Çalışma ve Sosyal Güvenlik Bakanı Faruk Çelik, çıkarılan İş Sağılığı Güvenliği Yasası'nın, ILO sözleşmelerini kuşatan, bu sözleşmelerin ilerisinde olan düzenlemeleri içerdiğini bildirdi.
TBMM Genel Kurulu'nda, AK Parti, CHP, MHP ve HDP gruplarının, "Manisa'nın Soma ilçesinde, başta 13 Mayıs 2014 tarihinde olmak üzere meydana gelen maden kazalarının araştırılarak bu sektörde alınması gereken iş sağılığı ve iş güvenliği tedbirlerinin belirlenmesi amacıyla Meclis Araştırması" açılmasına ilişkin önergeler birlikte ele alınıyor.
Hükümet adına söz alan Faruk Çelik, Soma'daki maden faciasının hemen ardından, bir sağlık sorunu nedeniyle olay yerinde olamadığını anımsattı.
Daha önce planlanmış ve tetkikinin yapılması gereken bir tedavi süreci ile ilgili olarak hastanede bulunduğunu belirten Çelik, şunları söyledi:
"Bu tedavi sürecinin üçüncü şahıslarla temasını engelleyen bir tablo arz etmesinden dolayı, Perşembe günü saat 12.00'ye kadar orada kalmam dolayısıyla yaşanan bazı spekülatif değerlendirmeler oldu.
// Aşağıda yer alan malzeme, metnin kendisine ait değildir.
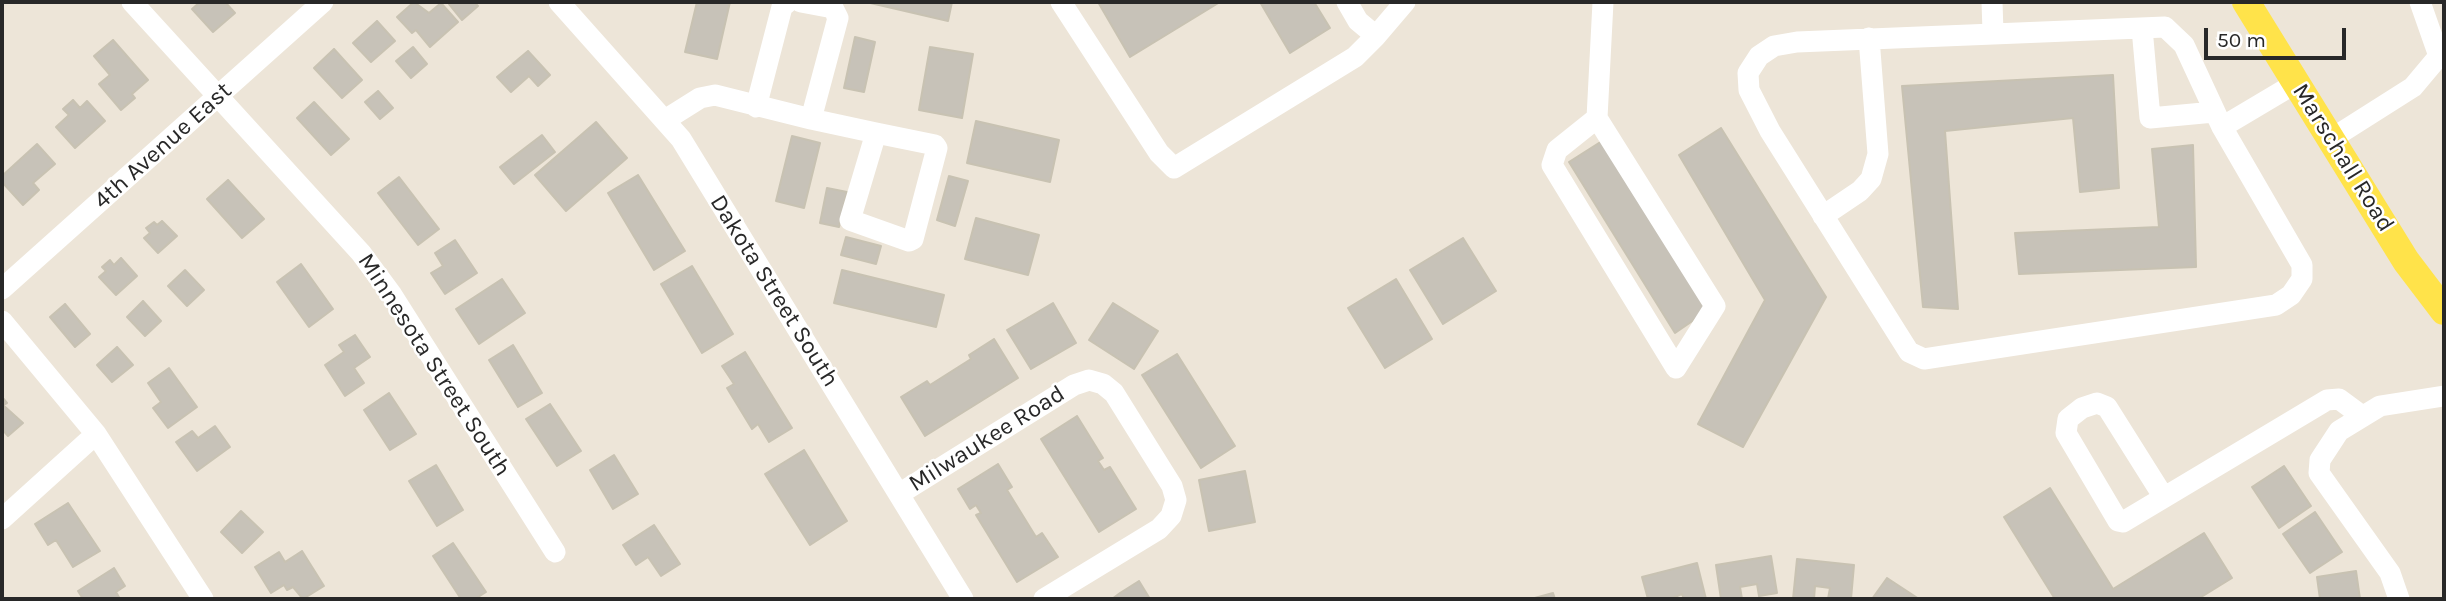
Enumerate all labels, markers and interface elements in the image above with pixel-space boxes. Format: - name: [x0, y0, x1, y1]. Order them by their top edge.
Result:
- scale bar: [2208, 14, 2350, 58]
- text: 50 m: [2217, 28, 2266, 52]
- street label: 4th Avenue East: [88, 77, 238, 215]
- street label: Marschall Road: [2286, 79, 2400, 237]
- street label: Dakota Street South: [703, 190, 845, 392]
- street label: Minnesota Street South: [351, 248, 517, 482]
- street label: Milwaukee Road: [904, 380, 1070, 498]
Benim birinci dakikadan itibaren bir açıklama yapmam doğru olurdu ama bu açıklama yaşanan hadisenin büyüklüğü karşısında dilimin, elimin varmadığı bir olaydı. Kişisel bir durumu böyle büyük bir facianın önüne çıkarma gibi bir talihsizliğe düşmek istemediğimden dolayı, bu açıklamanın gelmeyişi bazı spekülatif değerlendirmelere neden oldu. Ama çok şükür sağlığımız yerinde. Yapılan tetkikler olumlu neticelendi. Bu ve benzeri olaylarda hepimiz, sorumlu siyasetçiler olarak, olay anında orada olmanın bir kere sorumluluğu ile hareket edeceğimiz konusunda kimsenin endişesi olmasın."
Çelik, Bakanlığına bağlı ilgili birimlerin temsilcilerinin olay yerine hemen intikal ettiklerini vurguladı.
"MAGAZİN HABERLERİ KADAR İLGİ GÖSTERİLMEDİ"
Toplumun tamamına ilgilendiren iş sağlığı güvenliği ile ilgili çalışmaları anlatan Çelik, 30 Haziran 2012 tarihinde bu konuda ilk defa müstakil bir yasa çıkarıldığını anımsattı.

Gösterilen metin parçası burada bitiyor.